▶ _YOUR TASK_
Scan the entries for the word "rendered", and copy every line where it appears.

▶ _SUPPLIED MATERIAL_
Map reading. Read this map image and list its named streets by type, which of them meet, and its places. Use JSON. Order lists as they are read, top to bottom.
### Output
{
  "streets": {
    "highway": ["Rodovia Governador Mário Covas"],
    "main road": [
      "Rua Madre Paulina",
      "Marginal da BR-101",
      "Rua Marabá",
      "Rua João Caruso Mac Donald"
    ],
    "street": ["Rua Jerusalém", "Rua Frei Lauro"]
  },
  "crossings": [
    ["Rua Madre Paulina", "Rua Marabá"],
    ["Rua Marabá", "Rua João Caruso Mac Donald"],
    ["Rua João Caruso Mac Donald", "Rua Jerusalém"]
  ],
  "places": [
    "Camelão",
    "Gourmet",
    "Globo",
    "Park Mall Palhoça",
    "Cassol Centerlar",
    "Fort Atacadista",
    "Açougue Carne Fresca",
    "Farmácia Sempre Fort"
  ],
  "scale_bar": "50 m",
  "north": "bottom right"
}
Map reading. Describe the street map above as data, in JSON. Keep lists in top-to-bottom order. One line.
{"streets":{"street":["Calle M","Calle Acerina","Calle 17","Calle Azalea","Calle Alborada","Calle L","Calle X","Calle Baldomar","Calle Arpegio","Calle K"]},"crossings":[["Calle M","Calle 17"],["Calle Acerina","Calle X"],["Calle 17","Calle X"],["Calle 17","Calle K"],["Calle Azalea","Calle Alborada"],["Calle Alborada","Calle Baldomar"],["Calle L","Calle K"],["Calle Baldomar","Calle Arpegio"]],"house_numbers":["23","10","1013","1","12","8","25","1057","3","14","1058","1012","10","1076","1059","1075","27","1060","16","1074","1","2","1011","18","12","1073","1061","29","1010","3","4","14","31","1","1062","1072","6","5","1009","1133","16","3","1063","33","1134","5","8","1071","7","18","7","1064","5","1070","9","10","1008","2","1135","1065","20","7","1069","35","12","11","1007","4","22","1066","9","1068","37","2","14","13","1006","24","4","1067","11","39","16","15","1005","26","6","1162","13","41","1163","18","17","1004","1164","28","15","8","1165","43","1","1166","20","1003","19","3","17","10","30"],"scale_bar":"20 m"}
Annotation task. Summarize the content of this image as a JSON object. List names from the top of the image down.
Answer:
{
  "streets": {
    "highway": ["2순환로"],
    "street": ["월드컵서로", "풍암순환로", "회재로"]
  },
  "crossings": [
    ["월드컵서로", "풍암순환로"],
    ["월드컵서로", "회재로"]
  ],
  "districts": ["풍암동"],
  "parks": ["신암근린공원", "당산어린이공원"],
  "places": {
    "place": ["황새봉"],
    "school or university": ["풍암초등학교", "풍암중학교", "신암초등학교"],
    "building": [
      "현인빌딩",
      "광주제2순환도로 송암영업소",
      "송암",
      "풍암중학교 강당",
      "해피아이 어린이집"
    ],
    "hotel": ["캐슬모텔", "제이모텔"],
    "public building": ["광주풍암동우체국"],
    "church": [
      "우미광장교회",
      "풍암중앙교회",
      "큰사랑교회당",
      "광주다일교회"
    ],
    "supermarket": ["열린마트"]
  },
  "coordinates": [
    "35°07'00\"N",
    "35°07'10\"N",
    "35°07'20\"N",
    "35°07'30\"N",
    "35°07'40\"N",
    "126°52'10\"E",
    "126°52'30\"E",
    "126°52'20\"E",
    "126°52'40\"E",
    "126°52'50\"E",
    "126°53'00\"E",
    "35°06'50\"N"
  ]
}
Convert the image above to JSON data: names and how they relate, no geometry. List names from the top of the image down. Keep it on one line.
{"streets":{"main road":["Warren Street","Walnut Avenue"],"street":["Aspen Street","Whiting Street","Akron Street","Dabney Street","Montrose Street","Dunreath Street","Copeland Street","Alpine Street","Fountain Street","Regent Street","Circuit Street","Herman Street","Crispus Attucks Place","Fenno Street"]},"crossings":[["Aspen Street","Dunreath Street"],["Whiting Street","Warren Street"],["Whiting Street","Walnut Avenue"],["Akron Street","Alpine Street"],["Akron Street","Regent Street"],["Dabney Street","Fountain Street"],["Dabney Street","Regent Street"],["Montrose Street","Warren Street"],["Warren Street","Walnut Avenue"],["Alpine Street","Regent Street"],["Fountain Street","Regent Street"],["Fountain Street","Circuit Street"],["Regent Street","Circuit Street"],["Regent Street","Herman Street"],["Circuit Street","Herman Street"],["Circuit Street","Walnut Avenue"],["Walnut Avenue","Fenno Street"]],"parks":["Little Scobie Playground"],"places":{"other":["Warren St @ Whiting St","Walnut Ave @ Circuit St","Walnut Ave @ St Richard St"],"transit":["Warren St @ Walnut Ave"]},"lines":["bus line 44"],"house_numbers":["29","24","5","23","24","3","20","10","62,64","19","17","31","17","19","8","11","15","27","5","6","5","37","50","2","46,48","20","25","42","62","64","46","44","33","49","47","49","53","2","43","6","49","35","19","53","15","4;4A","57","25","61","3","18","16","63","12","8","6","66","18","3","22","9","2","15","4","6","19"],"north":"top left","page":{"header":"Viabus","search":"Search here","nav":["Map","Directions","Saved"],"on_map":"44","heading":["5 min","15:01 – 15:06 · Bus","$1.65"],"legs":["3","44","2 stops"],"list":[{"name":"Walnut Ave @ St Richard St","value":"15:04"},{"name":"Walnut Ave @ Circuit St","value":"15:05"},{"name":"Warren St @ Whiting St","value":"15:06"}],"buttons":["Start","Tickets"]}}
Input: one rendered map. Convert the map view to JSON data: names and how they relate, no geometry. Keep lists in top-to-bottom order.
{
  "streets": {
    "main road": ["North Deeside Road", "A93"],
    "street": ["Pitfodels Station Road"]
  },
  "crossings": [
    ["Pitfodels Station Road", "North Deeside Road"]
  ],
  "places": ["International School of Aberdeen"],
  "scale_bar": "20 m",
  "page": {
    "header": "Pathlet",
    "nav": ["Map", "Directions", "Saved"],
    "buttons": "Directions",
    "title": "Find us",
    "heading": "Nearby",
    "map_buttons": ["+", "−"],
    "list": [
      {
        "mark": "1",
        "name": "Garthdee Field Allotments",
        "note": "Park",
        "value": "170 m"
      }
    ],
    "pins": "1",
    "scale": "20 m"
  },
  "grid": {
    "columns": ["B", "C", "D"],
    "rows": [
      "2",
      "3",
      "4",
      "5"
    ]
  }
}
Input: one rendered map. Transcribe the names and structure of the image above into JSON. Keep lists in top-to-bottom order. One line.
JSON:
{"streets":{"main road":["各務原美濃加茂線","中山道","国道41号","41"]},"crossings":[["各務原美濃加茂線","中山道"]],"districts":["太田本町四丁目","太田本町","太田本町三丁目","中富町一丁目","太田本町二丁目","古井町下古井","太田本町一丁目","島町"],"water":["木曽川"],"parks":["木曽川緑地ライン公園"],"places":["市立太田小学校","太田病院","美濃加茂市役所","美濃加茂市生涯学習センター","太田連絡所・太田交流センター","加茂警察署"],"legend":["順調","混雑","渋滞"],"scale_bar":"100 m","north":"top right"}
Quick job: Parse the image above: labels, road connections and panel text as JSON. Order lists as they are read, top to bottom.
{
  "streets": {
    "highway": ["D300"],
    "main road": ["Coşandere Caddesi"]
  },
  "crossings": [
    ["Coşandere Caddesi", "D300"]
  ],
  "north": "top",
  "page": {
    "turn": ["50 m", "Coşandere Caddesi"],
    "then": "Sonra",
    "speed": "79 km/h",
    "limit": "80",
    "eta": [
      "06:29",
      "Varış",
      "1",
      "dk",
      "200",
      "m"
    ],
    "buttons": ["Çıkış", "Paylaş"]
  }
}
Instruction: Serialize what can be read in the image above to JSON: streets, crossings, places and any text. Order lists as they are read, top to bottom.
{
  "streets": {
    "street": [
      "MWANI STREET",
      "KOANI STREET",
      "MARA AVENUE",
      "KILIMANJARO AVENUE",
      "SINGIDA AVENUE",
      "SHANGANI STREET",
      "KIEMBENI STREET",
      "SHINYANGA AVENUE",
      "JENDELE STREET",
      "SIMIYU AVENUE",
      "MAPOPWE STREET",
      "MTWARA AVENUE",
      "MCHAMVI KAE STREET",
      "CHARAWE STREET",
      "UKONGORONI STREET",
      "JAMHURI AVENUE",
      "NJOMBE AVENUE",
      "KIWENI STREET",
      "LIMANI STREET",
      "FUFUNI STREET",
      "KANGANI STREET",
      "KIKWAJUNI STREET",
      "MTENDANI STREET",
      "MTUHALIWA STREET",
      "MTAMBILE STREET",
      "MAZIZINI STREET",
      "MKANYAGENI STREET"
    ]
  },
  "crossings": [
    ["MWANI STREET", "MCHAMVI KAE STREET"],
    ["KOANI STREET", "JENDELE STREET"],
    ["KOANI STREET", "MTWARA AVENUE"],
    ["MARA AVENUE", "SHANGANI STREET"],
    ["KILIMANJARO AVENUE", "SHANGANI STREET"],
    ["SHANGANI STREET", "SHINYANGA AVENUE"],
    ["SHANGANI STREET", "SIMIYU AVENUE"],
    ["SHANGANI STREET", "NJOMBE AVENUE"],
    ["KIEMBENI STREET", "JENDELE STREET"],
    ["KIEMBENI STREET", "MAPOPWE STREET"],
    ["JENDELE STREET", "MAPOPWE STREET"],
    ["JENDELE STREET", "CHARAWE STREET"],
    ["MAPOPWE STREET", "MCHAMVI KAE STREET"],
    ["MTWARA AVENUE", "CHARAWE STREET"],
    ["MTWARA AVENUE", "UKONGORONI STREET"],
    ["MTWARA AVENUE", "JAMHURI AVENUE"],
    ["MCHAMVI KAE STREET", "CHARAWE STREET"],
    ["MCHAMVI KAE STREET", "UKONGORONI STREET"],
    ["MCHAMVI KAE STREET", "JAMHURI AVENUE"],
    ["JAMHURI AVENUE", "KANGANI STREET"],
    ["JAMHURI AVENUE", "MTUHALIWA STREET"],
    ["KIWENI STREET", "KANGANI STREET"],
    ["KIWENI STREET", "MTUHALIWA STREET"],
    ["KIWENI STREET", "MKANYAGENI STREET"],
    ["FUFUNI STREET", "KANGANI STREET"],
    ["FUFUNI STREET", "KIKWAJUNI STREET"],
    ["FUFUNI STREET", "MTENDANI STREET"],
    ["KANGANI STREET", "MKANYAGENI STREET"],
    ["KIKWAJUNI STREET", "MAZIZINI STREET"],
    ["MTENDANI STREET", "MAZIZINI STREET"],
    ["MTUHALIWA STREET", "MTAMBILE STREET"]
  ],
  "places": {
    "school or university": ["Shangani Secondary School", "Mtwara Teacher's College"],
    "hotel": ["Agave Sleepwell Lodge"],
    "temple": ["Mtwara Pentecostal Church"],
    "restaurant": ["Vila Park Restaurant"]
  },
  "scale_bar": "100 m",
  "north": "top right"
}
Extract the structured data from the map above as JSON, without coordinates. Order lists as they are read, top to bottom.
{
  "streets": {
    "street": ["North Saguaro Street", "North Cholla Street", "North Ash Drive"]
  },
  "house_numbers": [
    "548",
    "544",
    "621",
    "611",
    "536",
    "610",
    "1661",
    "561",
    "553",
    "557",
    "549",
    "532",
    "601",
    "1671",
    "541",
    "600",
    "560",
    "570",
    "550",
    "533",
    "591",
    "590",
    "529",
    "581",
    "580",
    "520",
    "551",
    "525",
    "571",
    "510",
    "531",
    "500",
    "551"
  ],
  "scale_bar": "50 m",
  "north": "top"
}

▶ _OUTPUT OF THE EXERCISE_
Input: one rendered map. Convert the map view to JSON data: names and how they relate, no geometry. Keep lists in top-to-bottom order.
Input: one rendered map. Transcribe the names and structure of the image above into JSON. Keep lists in top-to-bottom order. One line.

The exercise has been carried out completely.